Did you ever think someone could show you love through a bologna sandwich? I didn’t think so either. Until I found out that I (a poor, broke, college student at the time) spent close to nine months eating bologna sandwiches every day to cut down my grocery budget to $10 a week, just so I could save up enough money to buy my loving ex-wife-to-be an engagement ring.
The truth is, marriage will cost you.
When you think of the cost of marriage, what comes to mind?
According to recent statistics, the average couple today spends $26,444 on a wedding. That’s a lot of money, but it’s nothing compared to the real costs of marriage. Because, like it or not, marriage will cost you more than money. It will cost you something great. It will cost you a price much larger than the money you spend on a ring, a wedding, or a honeymoon — it will cost you.
I heard a married man on TV say (regarding whether or not he was going to stay in his marriage), “I shouldn’t be with someone if I’m not happy.” It’s an attitude many people have, and hearing it made my stomach turn.
What an accurate reflection of the self-centered society we live in, where everyone believes their main goal in life is their happiness. What a small and shallow way to live.
If you’re getting married with your happiness as your main goal, you will be severely disappointed.
Marriage is not about your happiness; it’s not even about you. It’s about love, which is something we choose to give time and time again. It’s about sacrifice, serving, giving, forgiving — and then doing it all over again.
No wonder we choose divorce over-commitment. Because often, we’re choosing “personal happiness” over real commitment, over real love.
They say marriage teaches you more about selflessness than you ever wanted to know. I have found that phrase to be true in my relationship with my ex-wife. Because at the heart of it, real love is all about sacrifice. About the giving of yourself, in ways big and small.
It’s about offering forgiveness when you’ve been hurt.
It’s about giving your time though it’s not always convenient.
It’s about sharing your heart when you’d rather hold back.
It’s about cleaning the kitchen after a long weekend, even if it’s your least favorite job.
It’s about choosing to respond with love when you’d rather respond in anger.

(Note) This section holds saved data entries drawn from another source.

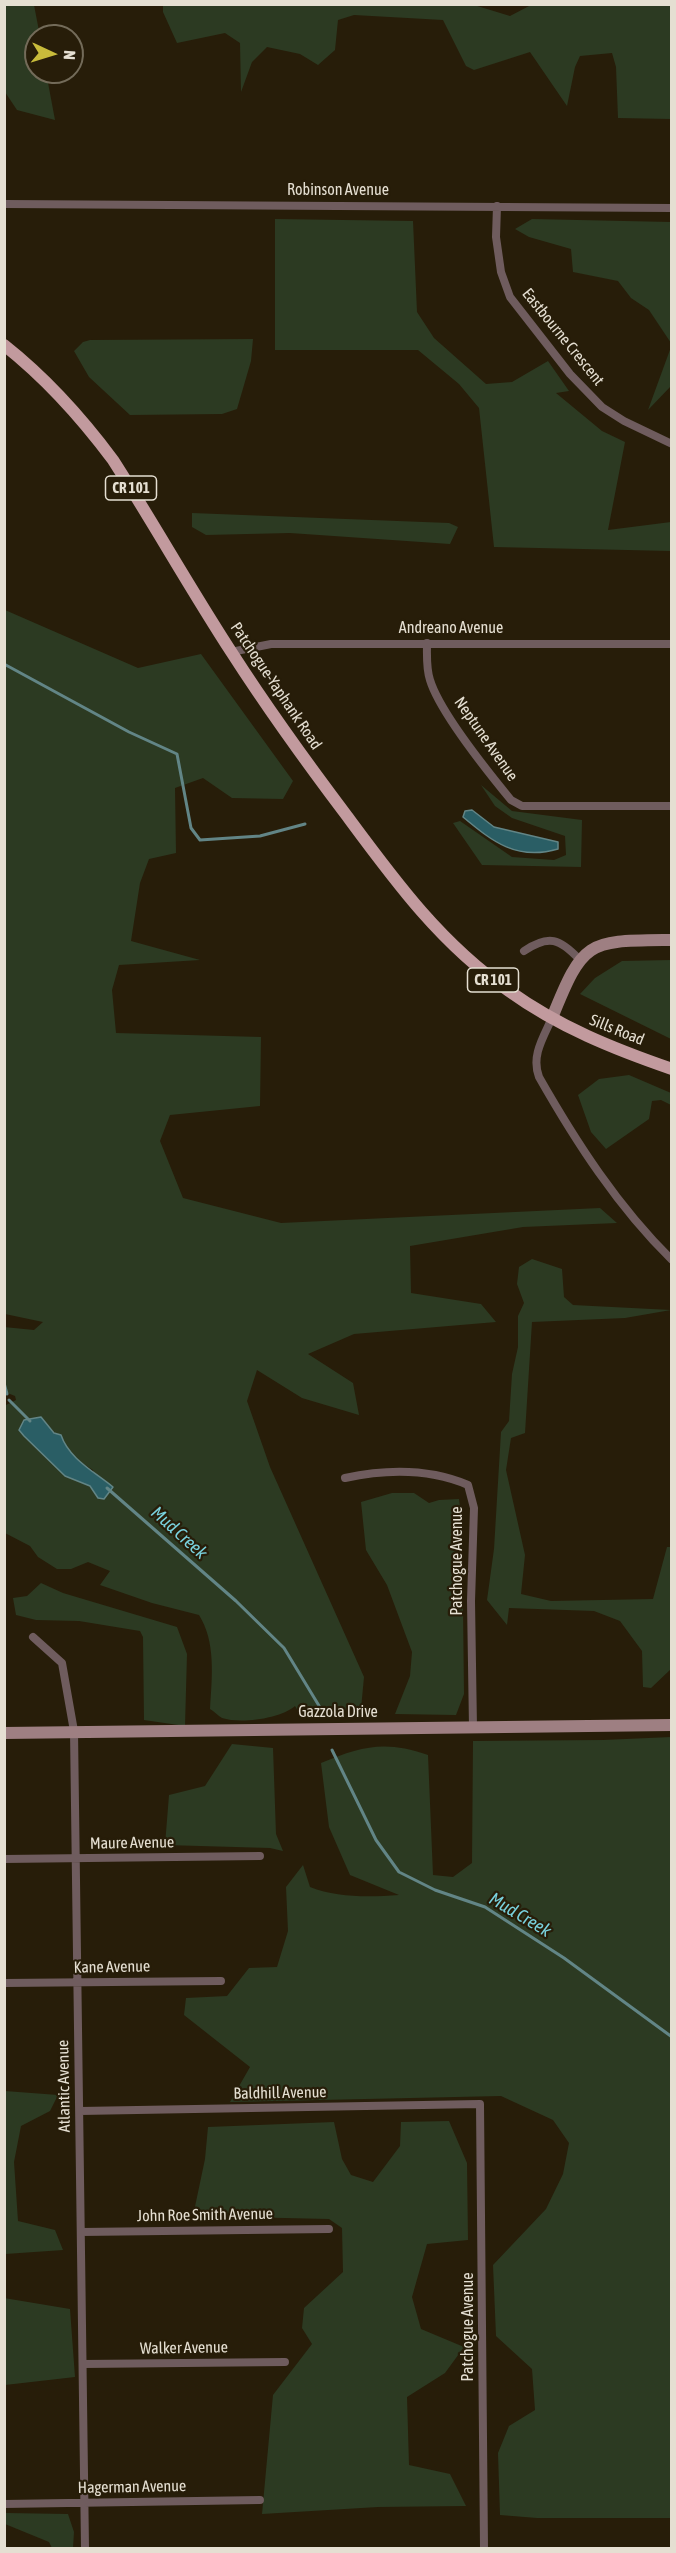 <!DOCTYPE html>
<html>
<head>
<meta charset="utf-8">
<style>
	body { margin:0 }
	#map { position:relative; width:676px; height:2553px; overflow:hidden; background:#271d09; font-family:"Asap Condensed",sans-serif }
	canvas { display:block }
	.frame { position:absolute; inset:0; border:6px solid #e5dfd2; pointer-events:none }
	.north { position:absolute; left:24px; top:24px; width:60px; height:60px; box-sizing:border-box; background:#271d09; border:2px solid #736b59; border-radius:50%; rotate:94deg; font-size:16px; font-weight:700; line-height:24px; text-align:center; color:#e5dfd2 }
	.north::after { content:''; display:block; margin:auto; width:21px; height:27px; background:#c8bb3b; clip-path:polygon(50% 0,100% 100%,50% 72%,0 100%) }
</style>
</head>
<body>
<div id="map">
<canvas width="676" height="2553"></canvas>
<div class="frame"></div>
<div class="north">N</div>
</div>
<script>
const ctx = document.querySelector('canvas').getContext('2d');
ctx.lineJoin = 'round';
function paint(path, color) { ctx.fillStyle = color; ctx.fill(path, 'evenodd'); }
function strokePath(path, color, width, dash) { ctx.strokeStyle = color; ctx.lineWidth = width; ctx.lineCap = dash ? 'butt' : 'round'; ctx.setLineDash(dash || []); ctx.stroke(path); }
function write(font, color, halo, rows, align = 'center') {
  ctx.font = font + ' "Asap Condensed",sans-serif'; ctx.lineWidth = 4.5; ctx.setLineDash([]); ctx.textBaseline = 'middle'; ctx.strokeStyle = halo; ctx.fillStyle = color; for (const [text, x, y, turn = 0] of rows) {
    ctx.save(); ctx.translate(x, y); ctx.rotate((+turn || 0) * Math.PI / 180); ctx.textAlign = isNaN(turn) ? turn : align; if (halo) ctx.strokeText(text, 0, 0); ctx.fillText(text, 0, 0); ctx.restore();
  }
}
const green = new Path2D(`
	M4,5H34L40,36H36V72H46L55,120L17,110L5,92Z
	M474,5L510,16L531,5H671V119L618,118L616,67L612,53L580,56L575,67L567,106L530,52L474,70L466,66L443,20L354,15L338,20L335,50L318,65L300,54L267,47L252,62L241,92L240,43L225,33L177,43L163,12V4Z
	M275,219L413,221L417,312L434,338L486,384L512,382L548,361L569,391L556,393L602,431L625,442L608,530L671,522V551L494,547L479,408L459,384L418,350H275Z
	M532,219L671,222V343L649,310L631,298L618,281L573,272L571,249L529,237L515,229Z
	M253,339L251,361L237,409L222,414L130,415L89,377L74,351L83,342L90,340Z
	M671,347V386L648,410Z
	M192,513L449,523L458,527L450,544L290,533L206,535L192,527Z
	M5,610L138,668L201,654L293,781L283,799L232,798L203,778L175,788L176,853L149,859L140,883L131,941L200,960L119,965L112,990L116,1033L261,1037L260,1106L170,1115L160,1141L183,1198L281,1223L600,1208L617,1223L523,1227L410,1246L411,1293L481,1304L496,1322L354,1334L308,1354L353,1383L359,1415L302,1398L257,1370L247,1401L270,1467L364,1677L361,1709L300,1714L295,1706C280,1719 240,1724 222,1718C218,1716 214,1711 210,1709C212,1677 216,1642 199,1615L152,1603L100,1585L110,1571L88,1562L71,1569H57L38,1557L30,1546L5,1533V1408L6,1405L16,1400L15,1396L5,1392L4,1327L34,1330L43,1322L5,1314ZM41,1417L55,1433L61,1435C66,1451 79,1462 93,1470L98,1498L90,1486L65,1476L24,1436V1421Z
	M481,785L512,811L582,820L581,867L482,865L453,823L460,821L512,857L554,860L566,855L565,836L512,818L495,806Z
	M671,960V1039L580,994L595,978L622,961Z
	M629,1075L671,1093V1105L661,1100L652,1101L649,1119L606,1149L591,1132L578,1095L599,1079Z
	M532,1259L562,1269L564,1297L573,1305L671,1310L625,1318L532,1322L525,1433L511,1438L506,1470L525,1555L521,1594L551,1601L653,1599L667,1547H671V1669L651,1688L643,1687L642,1651L620,1621L594,1611L509,1608L507,1625L487,1600L494,1549L501,1432L509,1421L512,1374L518,1347V1316L524,1303L517,1284L519,1267Z
	M392,1493H414L429,1503L439,1500L459,1499L462,1523L464,1694L456,1715L395,1714L410,1676L412,1652L387,1585L366,1550L361,1502Z
	M41,1583L63,1593L177,1627L187,1654L185,1726L144,1720L143,1637L140,1631L79,1621L36,1620L16,1615L13,1598L27,1596Z
	M671,1737V2518H537L500,2515L498,2453L509,2426L535,2410L532,2369L496,2336L493,2265L546,2209L563,2174L569,2143L553,2120L501,2096L230,2102L250,2067L184,2015L186,1998L227,1996L249,1968L277,1967L288,1931L286,1887L303,1865L310,1887C337,1898 370,1897 399,1895L350,1875L329,1827L321,1763C361,1746 386,1740 428,1755L433,1875L453,1877L472,1863L473,1741L603,1740Z
	M232,1744L273,1748L276,1834L283,1851L270,1848L165,1845L169,1795L205,1786Z
	M5,2091L58,2095L50,2111L21,2126L14,2162L18,2221L55,2230L63,2250L5,2254Z
	M449,2121L467,2163L468,2240L427,2244L412,2297L421,2329L464,2347L445,2373L407,2397L409,2465L450,2474L466,2506L378,2507L262,2514L273,2395L312,2344L302,2328L304,2308L343,2272L342,2228L329,2219L193,2216L205,2159L208,2127L334,2122L342,2159L351,2175L373,2182L400,2146L401,2122Z
	M4,2298L70,2309L75,2377L5,2385Z
	M5,2513L68,2514L74,2532L73,2548H52L49,2542L5,2524Z`);
const water = new Path2D(`
	M472,810L494,827L558,842V849C517,861 493,842 463,817L465,811Z
	M41,1417L54,1433L61,1435C69,1459 95,1472 113,1487L104,1499L98,1498L90,1486L65,1476L24,1436L19,1430L24,1420Z`);
const stream = new Path2D(`
	M4,664L129,732L177,754L191,828L200,840L260,836L305,824
	M4,1383L7,1394
	M9,1400L30,1421
	M107,1488L236,1601L284,1648L324,1714
	M332,1750L376,1840L399,1872L435,1890L485,1907L564,1958L672,2037`);
const street = new Path2D(`
	M4,204L672,208
	M497,206L496,237L501,272L510,297L570,374L602,407L624,421L672,444
	M427,643C427,655 426,668 430,680C440,713 488,772 511,800L522,806H672
	M231,652L271,644H672
	M524,951C549,934 560,939 579,959
	M552,1018C543,1038 531,1056 539,1077C576,1142 618,1207 672,1260
	M345,1478C387,1469 428,1468 468,1485L474,1508L471,1601L473,1728
	M33,1637L62,1663L74,1731L85,2548
	M4,1859L260,1856
	M4,1983L221,1981
	M80,2111L480,2104L484,2548
	M81,2232L329,2229
	M83,2364L285,2362
	M4,2504L260,2500`);
const secondary = new Path2D(`
	M552,1018C584,938 588,941 672,940
	M4,1733L672,1725`);
const primary = new Path2D(`
	M4,345C47,379 81,417 113,460C154,524 191,590 232,653C268,709 307,763 347,816C395,881 441,944 509,991C559,1027 614,1049 672,1069`);
const shields = [
	[131,488,51],
	[493,980,51]
];
const shieldNames = [
	["CR 101",131,488],
	["CR 101",493,980]
];
const streetNames = [
	["Robinson Avenue",338,190],
	["Eastbourne Crescent",563,337,51],
	["Andreano Avenue",451,628],
	["Patchogue-Yaphank Road",276,686,56],
	["Neptune Avenue",486,739,55],
	["Sills Road",617,1030,22],
	["Patchogue Avenue",457,1561,-90],
	["Gazzola Drive",338,1712],
	["Maure Avenue",132,1843,-1],
	["Kane Avenue",112,1967,-1],
	["Atlantic Avenue",64,2086,-91],
	["Baldhill Avenue",280,2093,-1],
	["John Roe Smith Avenue",205,2215,-1],
	["Patchogue Avenue",468,2327,-90],
	["Walker Avenue",184,2348,-1],
	["Hagerman Avenue",132,2487,-1]
];
const waterNames = [
	["Mud Creek",179,1533,42],
	["Mud Creek",520,1915,31]
];
paint(green, '#2c3a22');
paint(water, '#2a5e65');
strokePath(water, '#628586', 1.5);
strokePath(stream, '#628586', 3);
strokePath(street, '#6f5c5e', 8);
strokePath(secondary, '#9e7f82', 12);
strokePath(primary, '#c29a9e', 12);
for (const [x, y, w] of shields) { const box = new Path2D(); box.roundRect(x - w / 2, y - 12, w, 24, 4.5); ctx.fillStyle = '#271d09'; ctx.fill(box); strokePath(box, '#e5dfd2', 1.5); }
write('bold 15px', '#e5dfd2', null, shieldNames);
write('16px', '#e5dfd2', '#271d09', streetNames);
write('italic 18px', '#79d1dd', '#271d09', waterNames);
</script>
</body>
</html>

It’s about offering a listening ear when you’d rather tune out or go to bed.
It’s about putting someone else’s needs and desires before your own.
It’s about giving up that last bite of cake, just so your spouse can enjoy it.
It’s about laying down your rights, to make way for the rights of another.
The list could go on and on, but it always ends with the same formula: You before me. And we before I.
We live in a world that despises the sacrificial side of marriage and tries to wish it away. They teach us to strive for power, control, and the upper hand in a relationship. They tell us to do what feels right, and not to tolerate anything less. They fool us into thinking that love is about doing what makes us happy. And the second we feel less than happy, they encourage us to bail, to abandon ship, and to stop investing.
But they’ve got it all wrong.
Because the more we give, the better we become. Real love is not self-seeking, and it will always cost you. It will cost your heart, your time, and your money. It will cost you your comfort, your rights, and your pride. It will cost you to “lay down your life” for the life of another. Only those who learn to “die to themselves” are the ones who get to experience the resurrection power that comes with it — a resurrection into real love, real life, and meaningful relationships.